§ **EXERCISE**
What lines in the records below mention "stream"? List them all.

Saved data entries
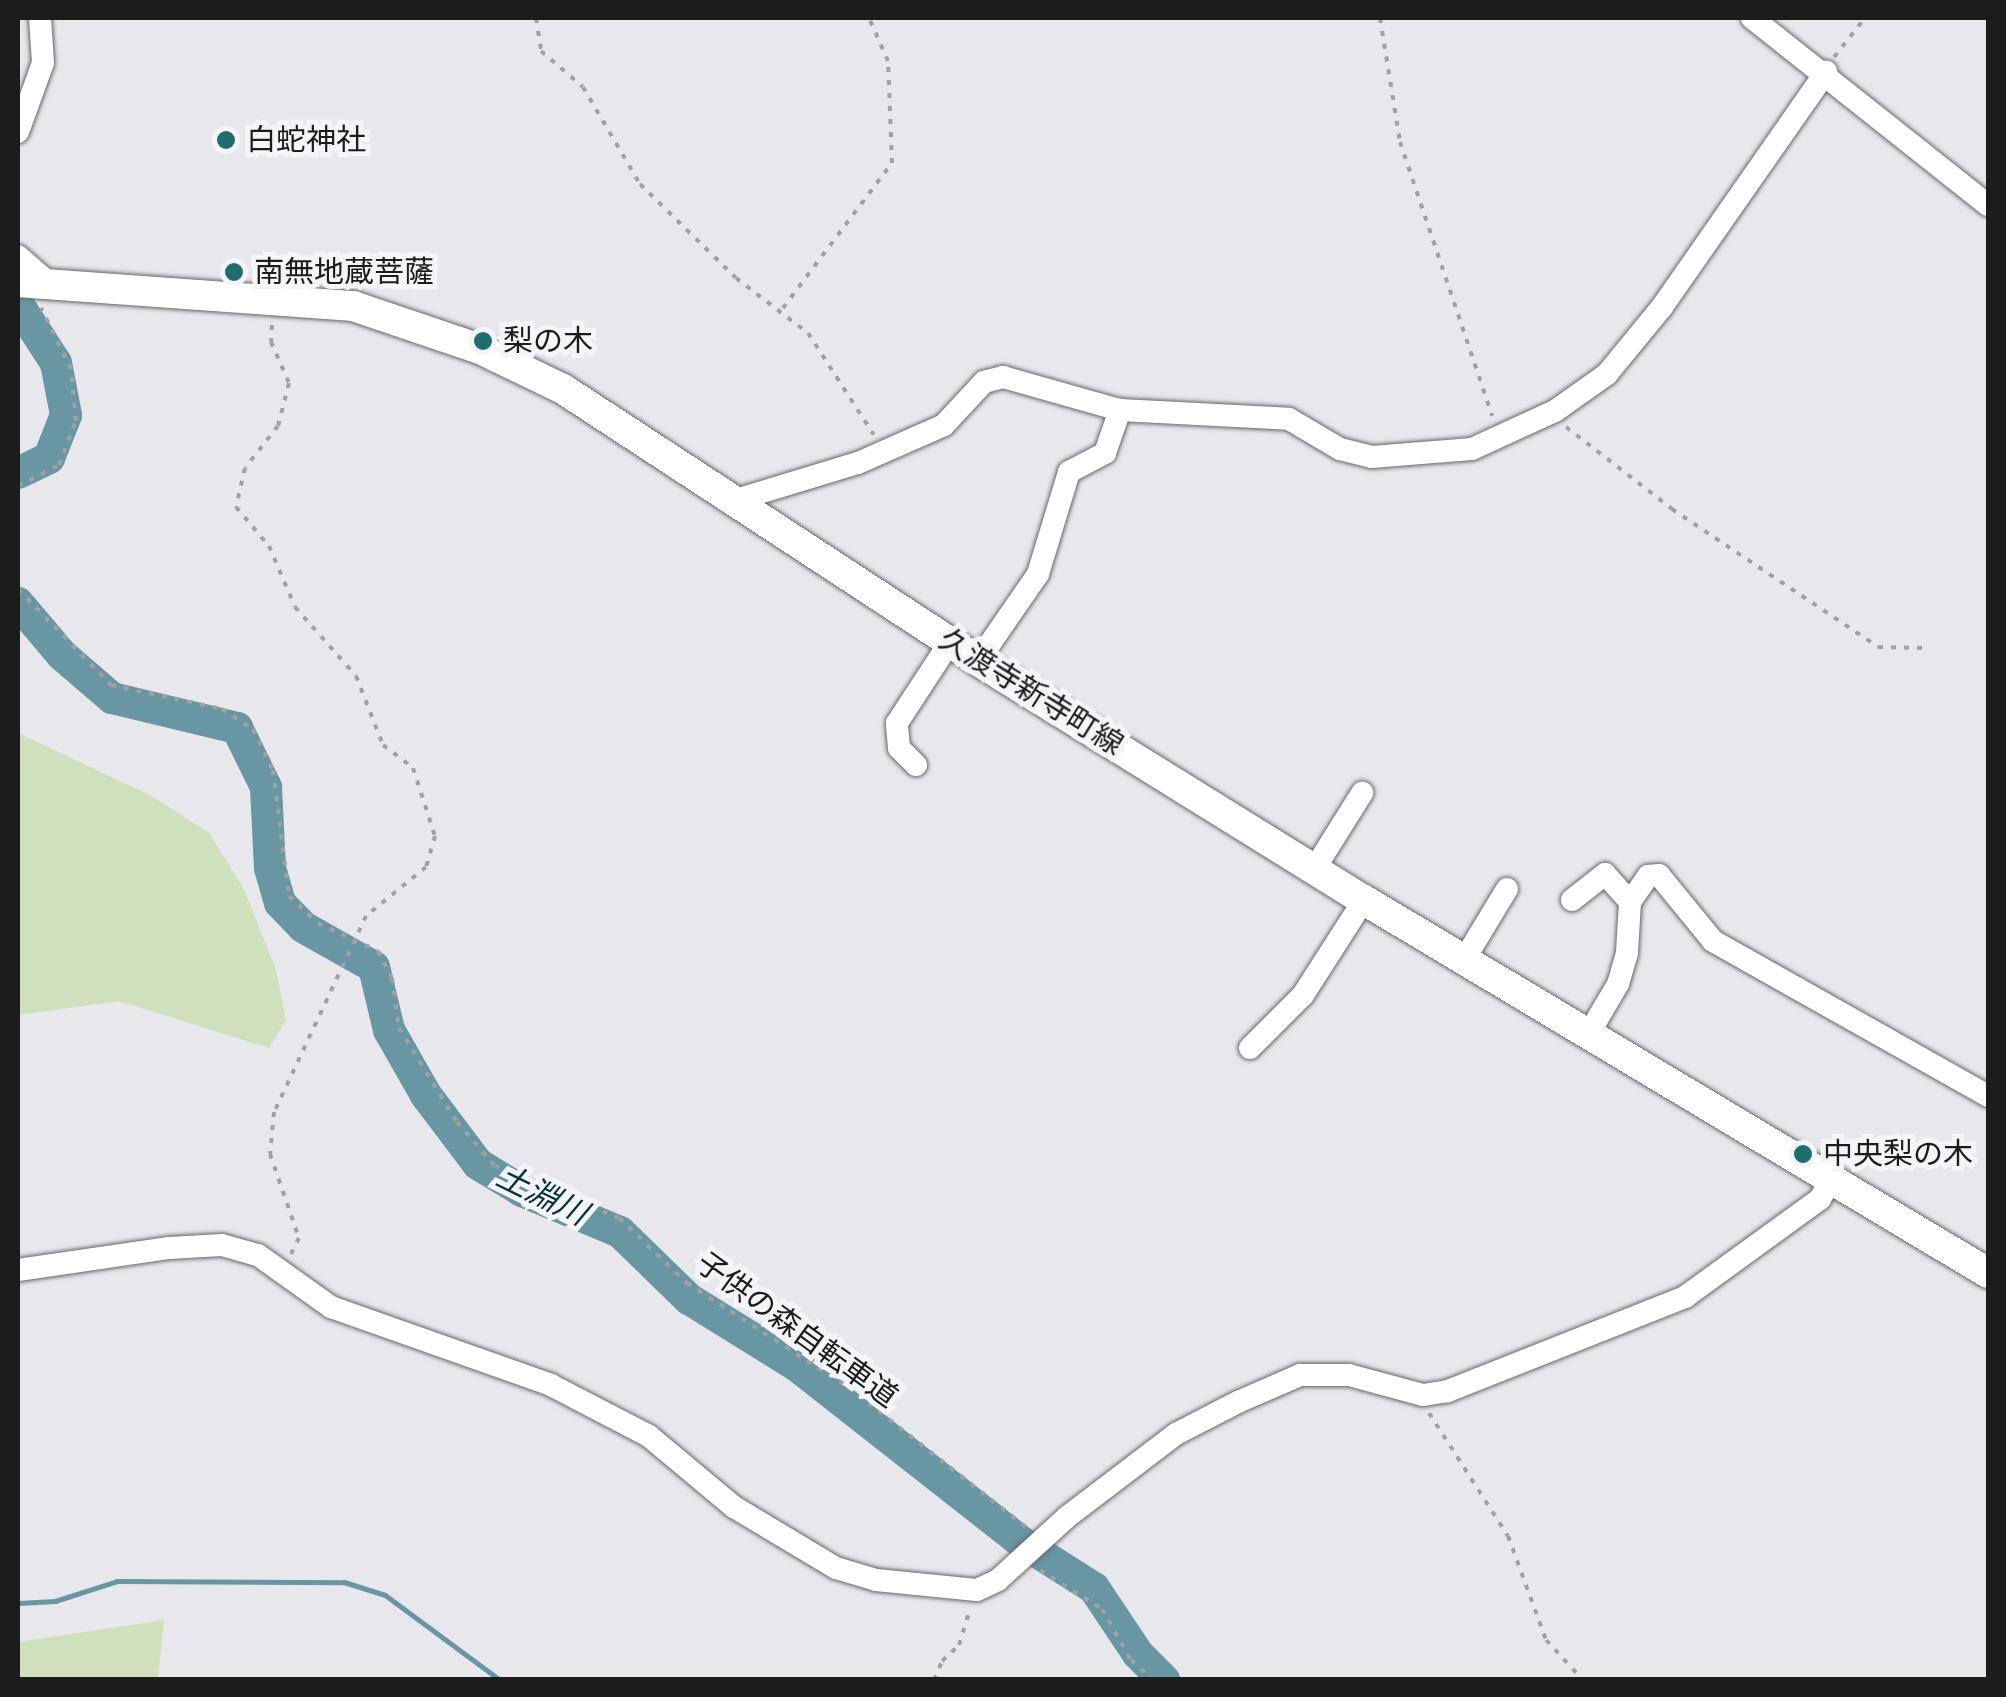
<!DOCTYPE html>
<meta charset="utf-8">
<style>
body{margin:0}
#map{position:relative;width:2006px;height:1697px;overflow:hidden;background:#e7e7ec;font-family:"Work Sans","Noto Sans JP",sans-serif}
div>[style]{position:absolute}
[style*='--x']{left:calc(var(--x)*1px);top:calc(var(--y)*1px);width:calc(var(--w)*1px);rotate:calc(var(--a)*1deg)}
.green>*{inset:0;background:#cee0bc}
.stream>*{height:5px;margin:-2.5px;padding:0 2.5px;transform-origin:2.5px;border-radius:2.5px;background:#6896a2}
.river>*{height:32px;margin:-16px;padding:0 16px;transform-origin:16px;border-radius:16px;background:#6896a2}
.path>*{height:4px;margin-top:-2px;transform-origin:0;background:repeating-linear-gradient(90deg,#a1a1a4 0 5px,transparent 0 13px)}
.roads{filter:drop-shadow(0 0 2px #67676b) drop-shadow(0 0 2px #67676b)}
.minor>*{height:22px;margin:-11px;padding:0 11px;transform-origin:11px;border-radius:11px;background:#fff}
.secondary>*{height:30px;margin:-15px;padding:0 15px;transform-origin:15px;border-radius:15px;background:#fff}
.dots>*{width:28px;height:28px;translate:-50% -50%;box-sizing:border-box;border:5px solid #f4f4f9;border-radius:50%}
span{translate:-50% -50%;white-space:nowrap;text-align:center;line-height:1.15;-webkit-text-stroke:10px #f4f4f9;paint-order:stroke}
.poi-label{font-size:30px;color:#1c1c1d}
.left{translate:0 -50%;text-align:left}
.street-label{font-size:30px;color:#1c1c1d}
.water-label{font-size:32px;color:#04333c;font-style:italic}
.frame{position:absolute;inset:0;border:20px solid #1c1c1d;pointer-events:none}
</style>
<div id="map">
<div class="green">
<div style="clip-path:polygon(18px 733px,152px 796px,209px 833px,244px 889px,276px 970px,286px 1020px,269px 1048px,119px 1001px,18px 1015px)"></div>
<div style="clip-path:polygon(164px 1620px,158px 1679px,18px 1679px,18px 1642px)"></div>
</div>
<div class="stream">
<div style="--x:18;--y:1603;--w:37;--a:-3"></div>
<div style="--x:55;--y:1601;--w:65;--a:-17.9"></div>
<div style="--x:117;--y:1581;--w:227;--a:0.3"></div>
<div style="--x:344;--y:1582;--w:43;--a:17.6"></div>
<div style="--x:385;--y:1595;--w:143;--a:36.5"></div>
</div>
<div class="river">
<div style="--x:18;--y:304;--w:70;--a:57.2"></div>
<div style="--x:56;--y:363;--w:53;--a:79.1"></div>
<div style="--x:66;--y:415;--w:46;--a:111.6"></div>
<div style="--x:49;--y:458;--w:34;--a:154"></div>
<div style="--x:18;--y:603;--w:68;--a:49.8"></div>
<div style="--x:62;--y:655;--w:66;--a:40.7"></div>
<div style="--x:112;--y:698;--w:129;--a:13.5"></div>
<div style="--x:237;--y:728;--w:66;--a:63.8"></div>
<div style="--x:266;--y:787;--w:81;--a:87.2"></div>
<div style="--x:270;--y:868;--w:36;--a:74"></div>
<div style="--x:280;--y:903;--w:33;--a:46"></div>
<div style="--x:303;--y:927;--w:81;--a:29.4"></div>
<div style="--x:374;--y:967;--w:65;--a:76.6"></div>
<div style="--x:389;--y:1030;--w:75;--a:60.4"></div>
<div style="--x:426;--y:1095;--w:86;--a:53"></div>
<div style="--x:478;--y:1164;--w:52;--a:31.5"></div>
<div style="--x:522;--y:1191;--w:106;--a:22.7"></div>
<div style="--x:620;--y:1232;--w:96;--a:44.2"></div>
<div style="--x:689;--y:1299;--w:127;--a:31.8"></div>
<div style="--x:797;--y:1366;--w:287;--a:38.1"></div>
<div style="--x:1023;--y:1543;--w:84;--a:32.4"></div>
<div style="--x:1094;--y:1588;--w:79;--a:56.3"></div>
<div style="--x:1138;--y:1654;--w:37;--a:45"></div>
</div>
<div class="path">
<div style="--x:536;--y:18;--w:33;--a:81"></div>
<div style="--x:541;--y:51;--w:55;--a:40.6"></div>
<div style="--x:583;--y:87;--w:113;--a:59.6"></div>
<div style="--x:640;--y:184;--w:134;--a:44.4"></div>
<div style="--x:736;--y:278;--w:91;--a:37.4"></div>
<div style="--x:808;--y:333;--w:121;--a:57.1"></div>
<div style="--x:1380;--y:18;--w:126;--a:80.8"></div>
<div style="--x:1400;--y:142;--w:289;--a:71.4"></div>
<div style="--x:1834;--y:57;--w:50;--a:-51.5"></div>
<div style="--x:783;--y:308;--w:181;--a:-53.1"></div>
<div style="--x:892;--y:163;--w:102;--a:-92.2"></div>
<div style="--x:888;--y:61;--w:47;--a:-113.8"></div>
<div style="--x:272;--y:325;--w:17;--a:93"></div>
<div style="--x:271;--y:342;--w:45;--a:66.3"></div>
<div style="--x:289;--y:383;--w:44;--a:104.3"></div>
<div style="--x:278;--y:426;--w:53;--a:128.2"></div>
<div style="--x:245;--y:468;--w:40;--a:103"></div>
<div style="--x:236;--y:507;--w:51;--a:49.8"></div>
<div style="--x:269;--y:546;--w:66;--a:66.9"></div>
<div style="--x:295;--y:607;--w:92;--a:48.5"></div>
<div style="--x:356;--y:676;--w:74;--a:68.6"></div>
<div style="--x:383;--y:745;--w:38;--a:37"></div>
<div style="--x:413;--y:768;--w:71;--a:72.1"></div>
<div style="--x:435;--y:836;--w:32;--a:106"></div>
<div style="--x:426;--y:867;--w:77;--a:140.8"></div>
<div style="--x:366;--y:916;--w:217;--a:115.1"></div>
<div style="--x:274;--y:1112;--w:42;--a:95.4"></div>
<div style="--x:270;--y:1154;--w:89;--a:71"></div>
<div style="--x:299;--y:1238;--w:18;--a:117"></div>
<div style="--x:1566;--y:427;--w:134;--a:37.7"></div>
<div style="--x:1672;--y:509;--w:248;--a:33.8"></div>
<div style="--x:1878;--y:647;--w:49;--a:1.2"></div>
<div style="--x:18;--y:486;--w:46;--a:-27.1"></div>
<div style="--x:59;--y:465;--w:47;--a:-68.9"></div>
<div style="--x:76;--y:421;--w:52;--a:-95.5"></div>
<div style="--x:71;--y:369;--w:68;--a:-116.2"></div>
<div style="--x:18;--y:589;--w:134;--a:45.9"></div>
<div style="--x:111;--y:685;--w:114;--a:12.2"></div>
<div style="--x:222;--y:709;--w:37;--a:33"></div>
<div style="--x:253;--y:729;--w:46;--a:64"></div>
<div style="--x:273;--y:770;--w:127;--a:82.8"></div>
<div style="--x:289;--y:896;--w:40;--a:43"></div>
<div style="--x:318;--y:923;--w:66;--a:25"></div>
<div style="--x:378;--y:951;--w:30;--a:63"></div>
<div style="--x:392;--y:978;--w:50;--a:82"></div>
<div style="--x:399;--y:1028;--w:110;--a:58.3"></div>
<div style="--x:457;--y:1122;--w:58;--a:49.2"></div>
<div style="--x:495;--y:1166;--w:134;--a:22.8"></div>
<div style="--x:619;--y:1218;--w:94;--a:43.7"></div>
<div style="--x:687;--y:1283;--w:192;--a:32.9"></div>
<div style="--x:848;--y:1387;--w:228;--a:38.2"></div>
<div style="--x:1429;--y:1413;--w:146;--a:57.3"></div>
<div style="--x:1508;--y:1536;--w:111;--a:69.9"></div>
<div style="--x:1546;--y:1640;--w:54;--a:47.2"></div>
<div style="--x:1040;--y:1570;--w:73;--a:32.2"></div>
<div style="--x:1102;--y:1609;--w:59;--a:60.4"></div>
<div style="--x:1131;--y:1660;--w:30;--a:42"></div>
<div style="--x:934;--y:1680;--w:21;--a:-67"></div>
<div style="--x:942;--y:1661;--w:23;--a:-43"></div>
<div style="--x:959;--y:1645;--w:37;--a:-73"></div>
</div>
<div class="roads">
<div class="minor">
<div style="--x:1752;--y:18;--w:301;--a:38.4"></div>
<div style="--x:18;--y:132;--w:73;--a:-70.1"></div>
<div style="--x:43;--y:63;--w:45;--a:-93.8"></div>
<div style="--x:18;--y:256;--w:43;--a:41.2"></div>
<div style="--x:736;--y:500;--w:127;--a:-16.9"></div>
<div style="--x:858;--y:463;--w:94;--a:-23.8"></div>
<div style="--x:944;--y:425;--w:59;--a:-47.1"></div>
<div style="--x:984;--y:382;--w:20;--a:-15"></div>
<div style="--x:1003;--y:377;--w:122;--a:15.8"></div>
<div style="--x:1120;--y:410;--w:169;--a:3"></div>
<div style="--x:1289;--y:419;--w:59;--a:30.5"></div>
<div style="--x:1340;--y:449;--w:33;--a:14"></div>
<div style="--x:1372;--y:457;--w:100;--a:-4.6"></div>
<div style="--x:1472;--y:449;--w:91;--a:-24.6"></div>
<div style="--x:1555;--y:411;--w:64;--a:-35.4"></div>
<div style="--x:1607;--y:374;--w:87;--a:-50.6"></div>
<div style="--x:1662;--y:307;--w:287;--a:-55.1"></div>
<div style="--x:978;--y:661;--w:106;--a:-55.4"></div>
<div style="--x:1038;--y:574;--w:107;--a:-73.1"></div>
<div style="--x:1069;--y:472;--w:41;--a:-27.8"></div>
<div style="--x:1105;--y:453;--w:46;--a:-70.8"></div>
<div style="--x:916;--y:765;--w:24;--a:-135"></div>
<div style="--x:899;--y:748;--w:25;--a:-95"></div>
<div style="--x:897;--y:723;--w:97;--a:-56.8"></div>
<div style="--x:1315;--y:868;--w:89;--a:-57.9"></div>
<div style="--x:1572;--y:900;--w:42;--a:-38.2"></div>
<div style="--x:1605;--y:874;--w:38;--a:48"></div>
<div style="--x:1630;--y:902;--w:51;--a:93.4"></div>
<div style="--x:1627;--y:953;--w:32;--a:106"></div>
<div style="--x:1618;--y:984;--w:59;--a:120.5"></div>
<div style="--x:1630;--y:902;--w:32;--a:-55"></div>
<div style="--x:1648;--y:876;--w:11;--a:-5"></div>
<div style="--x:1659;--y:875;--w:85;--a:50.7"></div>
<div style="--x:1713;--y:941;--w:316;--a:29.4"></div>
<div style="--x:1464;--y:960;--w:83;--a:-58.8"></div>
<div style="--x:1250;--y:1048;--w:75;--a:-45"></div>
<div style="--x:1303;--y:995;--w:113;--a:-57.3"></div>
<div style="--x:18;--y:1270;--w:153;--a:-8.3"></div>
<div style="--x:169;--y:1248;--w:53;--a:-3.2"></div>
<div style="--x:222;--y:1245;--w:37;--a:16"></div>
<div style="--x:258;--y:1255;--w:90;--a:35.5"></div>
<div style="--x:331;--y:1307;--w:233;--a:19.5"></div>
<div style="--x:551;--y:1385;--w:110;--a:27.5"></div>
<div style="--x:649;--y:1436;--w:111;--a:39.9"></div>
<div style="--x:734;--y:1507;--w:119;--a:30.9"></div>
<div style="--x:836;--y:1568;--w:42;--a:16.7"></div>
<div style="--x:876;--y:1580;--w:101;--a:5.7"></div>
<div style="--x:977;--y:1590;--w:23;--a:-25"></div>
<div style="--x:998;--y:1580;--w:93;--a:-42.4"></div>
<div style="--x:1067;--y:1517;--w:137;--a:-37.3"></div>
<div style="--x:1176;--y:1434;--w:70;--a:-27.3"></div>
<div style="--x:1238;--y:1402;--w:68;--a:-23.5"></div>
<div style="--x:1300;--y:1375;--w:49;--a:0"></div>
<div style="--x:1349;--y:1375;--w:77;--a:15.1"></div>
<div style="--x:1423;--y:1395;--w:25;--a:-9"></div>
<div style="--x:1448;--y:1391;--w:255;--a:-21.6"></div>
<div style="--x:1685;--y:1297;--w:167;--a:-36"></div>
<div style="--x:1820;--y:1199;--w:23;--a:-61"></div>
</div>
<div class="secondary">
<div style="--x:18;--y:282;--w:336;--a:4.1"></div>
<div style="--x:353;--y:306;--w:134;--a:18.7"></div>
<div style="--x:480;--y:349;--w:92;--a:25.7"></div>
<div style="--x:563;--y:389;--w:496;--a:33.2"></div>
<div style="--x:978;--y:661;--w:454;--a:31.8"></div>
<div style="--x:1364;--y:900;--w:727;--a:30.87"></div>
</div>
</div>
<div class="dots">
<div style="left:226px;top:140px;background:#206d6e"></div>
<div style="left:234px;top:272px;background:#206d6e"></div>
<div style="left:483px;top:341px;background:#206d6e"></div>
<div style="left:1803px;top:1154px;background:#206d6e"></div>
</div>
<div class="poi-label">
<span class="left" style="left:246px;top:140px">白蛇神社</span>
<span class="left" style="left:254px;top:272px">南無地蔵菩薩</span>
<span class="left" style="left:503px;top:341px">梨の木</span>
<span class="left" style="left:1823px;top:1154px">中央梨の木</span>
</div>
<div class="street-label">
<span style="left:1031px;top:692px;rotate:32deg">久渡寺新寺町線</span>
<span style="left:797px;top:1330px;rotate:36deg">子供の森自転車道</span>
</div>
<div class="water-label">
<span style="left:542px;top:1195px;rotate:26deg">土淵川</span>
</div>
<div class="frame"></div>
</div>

§ **RESULT OF THE EXERCISE**
.stream>*{height:5px;margin:-2.5px;padding:0 2.5px;transform-origin:2.5px;border-radius:2.5px;background:#6896a2}
<div class="stream">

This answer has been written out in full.